Work item: The records should be copied out again with no alteration.

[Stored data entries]
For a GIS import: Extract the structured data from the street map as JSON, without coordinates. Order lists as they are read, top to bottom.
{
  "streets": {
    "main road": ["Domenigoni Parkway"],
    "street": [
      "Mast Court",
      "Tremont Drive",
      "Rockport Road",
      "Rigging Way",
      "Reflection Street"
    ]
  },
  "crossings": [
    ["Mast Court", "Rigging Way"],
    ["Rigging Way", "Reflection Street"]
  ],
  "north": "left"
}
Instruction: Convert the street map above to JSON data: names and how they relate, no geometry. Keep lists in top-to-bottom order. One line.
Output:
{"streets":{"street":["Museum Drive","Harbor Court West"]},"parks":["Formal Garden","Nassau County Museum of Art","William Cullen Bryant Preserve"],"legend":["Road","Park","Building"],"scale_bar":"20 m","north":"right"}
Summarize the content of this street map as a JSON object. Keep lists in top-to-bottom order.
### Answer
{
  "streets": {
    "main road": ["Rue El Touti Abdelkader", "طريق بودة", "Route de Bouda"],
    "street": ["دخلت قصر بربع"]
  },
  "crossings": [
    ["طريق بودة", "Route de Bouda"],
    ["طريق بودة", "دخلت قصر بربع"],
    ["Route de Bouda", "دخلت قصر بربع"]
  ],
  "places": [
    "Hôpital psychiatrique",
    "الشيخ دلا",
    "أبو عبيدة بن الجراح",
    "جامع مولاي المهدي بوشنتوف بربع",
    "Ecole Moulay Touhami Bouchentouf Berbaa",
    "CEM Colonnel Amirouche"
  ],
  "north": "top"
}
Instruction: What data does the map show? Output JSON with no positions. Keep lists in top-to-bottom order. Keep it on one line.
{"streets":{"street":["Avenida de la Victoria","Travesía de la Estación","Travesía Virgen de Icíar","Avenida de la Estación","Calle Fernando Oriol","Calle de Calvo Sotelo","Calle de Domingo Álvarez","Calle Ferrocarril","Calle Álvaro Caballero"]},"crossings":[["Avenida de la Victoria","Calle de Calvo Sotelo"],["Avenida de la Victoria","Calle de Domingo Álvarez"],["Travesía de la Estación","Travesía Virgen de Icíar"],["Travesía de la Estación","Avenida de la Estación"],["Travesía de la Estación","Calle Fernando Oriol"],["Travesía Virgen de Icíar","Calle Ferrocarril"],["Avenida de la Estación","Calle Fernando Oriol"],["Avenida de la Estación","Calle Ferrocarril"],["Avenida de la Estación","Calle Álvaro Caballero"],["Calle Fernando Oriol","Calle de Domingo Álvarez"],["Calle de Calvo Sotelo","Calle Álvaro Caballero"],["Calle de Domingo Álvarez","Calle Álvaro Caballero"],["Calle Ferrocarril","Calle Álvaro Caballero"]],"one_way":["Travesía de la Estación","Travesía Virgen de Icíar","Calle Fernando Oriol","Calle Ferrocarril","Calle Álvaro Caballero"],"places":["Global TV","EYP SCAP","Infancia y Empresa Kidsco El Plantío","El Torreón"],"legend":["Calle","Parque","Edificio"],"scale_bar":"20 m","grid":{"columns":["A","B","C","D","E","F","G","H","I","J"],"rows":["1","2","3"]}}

Problem solution:
For a GIS import: Extract the structured data from the street map as JSON, without coordinates. Order lists as they are read, top to bottom.
{
  "streets": {
    "main road": ["Domenigoni Parkway"],
    "street": [
      "Mast Court",
      "Tremont Drive",
      "Rockport Road",
      "Rigging Way",
      "Reflection Street"
    ]
  },
  "crossings": [
    ["Mast Court", "Rigging Way"],
    ["Rigging Way", "Reflection Street"]
  ],
  "north": "left"
}
Instruction: Convert the street map above to JSON data: names and how they relate, no geometry. Keep lists in top-to-bottom order. One line.
Output:
{"streets":{"street":["Museum Drive","Harbor Court West"]},"parks":["Formal Garden","Nassau County Museum of Art","William Cullen Bryant Preserve"],"legend":["Road","Park","Building"],"scale_bar":"20 m","north":"right"}
Summarize the content of this street map as a JSON object. Keep lists in top-to-bottom order.
### Answer
{
  "streets": {
    "main road": ["Rue El Touti Abdelkader", "طريق بودة", "Route de Bouda"],
    "street": ["دخلت قصر بربع"]
  },
  "crossings": [
    ["طريق بودة", "Route de Bouda"],
    ["طريق بودة", "دخلت قصر بربع"],
    ["Route de Bouda", "دخلت قصر بربع"]
  ],
  "places": [
    "Hôpital psychiatrique",
    "الشيخ دلا",
    "أبو عبيدة بن الجراح",
    "جامع مولاي المهدي بوشنتوف بربع",
    "Ecole Moulay Touhami Bouchentouf Berbaa",
    "CEM Colonnel Amirouche"
  ],
  "north": "top"
}
Instruction: What data does the map show? Output JSON with no positions. Keep lists in top-to-bottom order. Keep it on one line.
{"streets":{"street":["Avenida de la Victoria","Travesía de la Estación","Travesía Virgen de Icíar","Avenida de la Estación","Calle Fernando Oriol","Calle de Calvo Sotelo","Calle de Domingo Álvarez","Calle Ferrocarril","Calle Álvaro Caballero"]},"crossings":[["Avenida de la Victoria","Calle de Calvo Sotelo"],["Avenida de la Victoria","Calle de Domingo Álvarez"],["Travesía de la Estación","Travesía Virgen de Icíar"],["Travesía de la Estación","Avenida de la Estación"],["Travesía de la Estación","Calle Fernando Oriol"],["Travesía Virgen de Icíar","Calle Ferrocarril"],["Avenida de la Estación","Calle Fernando Oriol"],["Avenida de la Estación","Calle Ferrocarril"],["Avenida de la Estación","Calle Álvaro Caballero"],["Calle Fernando Oriol","Calle de Domingo Álvarez"],["Calle de Calvo Sotelo","Calle Álvaro Caballero"],["Calle de Domingo Álvarez","Calle Álvaro Caballero"],["Calle Ferrocarril","Calle Álvaro Caballero"]],"one_way":["Travesía de la Estación","Travesía Virgen de Icíar","Calle Fernando Oriol","Calle Ferrocarril","Calle Álvaro Caballero"],"places":["Global TV","EYP SCAP","Infancia y Empresa Kidsco El Plantío","El Torreón"],"legend":["Calle","Parque","Edificio"],"scale_bar":"20 m","grid":{"columns":["A","B","C","D","E","F","G","H","I","J"],"rows":["1","2","3"]}}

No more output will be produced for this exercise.